WORK REQUIRED: Where does "down" occur in the listing? Copy every line that holds it.

---*---

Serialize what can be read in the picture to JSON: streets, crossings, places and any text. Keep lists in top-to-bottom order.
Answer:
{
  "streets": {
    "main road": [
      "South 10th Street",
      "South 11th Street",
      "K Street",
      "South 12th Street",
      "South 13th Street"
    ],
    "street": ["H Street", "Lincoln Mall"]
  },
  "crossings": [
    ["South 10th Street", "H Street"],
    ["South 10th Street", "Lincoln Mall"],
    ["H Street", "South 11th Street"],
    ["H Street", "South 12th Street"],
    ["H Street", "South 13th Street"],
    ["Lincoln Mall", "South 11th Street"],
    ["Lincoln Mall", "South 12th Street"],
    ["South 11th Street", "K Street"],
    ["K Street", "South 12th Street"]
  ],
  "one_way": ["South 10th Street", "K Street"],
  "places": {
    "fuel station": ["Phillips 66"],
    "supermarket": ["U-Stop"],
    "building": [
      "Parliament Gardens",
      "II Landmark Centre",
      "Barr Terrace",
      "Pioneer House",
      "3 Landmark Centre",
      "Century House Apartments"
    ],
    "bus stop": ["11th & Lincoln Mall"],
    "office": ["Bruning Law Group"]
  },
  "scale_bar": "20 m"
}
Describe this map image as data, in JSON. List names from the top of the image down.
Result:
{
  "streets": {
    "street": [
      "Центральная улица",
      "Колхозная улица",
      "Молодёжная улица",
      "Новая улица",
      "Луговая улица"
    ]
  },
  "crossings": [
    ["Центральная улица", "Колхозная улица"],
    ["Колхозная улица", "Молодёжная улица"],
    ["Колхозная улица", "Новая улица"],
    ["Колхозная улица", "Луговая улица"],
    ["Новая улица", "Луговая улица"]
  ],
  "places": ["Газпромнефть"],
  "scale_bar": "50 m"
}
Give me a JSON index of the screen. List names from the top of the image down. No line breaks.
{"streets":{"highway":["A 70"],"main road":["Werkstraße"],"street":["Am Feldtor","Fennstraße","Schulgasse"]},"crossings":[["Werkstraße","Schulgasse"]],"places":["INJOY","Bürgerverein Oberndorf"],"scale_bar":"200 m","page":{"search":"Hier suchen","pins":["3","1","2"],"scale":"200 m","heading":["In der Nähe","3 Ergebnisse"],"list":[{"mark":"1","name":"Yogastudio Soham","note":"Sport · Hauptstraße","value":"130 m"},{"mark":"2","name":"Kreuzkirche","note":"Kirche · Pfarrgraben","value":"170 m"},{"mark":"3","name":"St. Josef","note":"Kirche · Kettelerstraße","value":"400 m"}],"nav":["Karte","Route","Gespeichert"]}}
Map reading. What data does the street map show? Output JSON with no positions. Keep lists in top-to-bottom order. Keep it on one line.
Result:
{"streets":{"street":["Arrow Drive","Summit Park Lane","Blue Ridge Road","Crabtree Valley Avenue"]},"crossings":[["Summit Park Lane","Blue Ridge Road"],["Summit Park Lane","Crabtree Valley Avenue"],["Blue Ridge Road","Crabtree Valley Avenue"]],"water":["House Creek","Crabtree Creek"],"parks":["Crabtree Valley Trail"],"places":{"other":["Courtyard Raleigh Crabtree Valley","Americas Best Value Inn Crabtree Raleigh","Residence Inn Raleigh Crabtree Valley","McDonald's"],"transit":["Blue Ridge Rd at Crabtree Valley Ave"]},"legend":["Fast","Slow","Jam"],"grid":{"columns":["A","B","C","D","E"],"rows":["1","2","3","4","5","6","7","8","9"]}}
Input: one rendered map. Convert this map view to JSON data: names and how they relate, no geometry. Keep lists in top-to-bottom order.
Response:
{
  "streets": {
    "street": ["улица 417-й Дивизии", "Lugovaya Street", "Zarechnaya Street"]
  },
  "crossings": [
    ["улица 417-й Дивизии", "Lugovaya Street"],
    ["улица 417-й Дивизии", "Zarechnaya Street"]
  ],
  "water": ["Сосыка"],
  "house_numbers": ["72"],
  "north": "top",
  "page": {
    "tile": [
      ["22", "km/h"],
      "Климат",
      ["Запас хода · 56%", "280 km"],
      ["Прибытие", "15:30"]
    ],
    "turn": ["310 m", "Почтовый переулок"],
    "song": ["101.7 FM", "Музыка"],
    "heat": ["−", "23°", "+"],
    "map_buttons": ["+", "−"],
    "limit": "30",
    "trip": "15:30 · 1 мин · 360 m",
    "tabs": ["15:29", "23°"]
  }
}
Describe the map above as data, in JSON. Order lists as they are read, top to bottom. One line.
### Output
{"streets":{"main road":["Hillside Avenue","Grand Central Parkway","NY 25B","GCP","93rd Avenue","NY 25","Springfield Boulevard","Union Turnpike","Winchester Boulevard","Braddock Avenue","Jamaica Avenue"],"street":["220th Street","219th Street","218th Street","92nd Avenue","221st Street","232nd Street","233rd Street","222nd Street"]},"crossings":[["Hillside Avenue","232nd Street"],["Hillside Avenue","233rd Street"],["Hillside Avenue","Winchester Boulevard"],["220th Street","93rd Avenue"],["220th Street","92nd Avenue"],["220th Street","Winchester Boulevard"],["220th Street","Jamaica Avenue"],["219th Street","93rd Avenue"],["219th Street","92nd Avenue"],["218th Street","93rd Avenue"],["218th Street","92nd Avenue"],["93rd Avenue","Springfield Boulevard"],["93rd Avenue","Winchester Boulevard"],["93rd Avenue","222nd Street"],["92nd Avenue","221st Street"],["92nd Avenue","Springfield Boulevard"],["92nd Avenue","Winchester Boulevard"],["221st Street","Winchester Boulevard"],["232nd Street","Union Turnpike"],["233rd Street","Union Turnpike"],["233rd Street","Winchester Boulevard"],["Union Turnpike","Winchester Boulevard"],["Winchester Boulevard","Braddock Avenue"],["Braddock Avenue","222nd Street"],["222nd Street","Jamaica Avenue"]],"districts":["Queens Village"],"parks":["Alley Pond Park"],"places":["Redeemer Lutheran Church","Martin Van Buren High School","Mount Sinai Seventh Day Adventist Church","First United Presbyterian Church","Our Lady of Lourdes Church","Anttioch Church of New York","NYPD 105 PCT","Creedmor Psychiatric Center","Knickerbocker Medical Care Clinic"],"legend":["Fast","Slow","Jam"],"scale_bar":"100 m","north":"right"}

---*---

TASK RESPONSE:
Describe this map image as data, in JSON. List names from the top of the image down.
Give me a JSON index of the screen. List names from the top of the image down. No line breaks.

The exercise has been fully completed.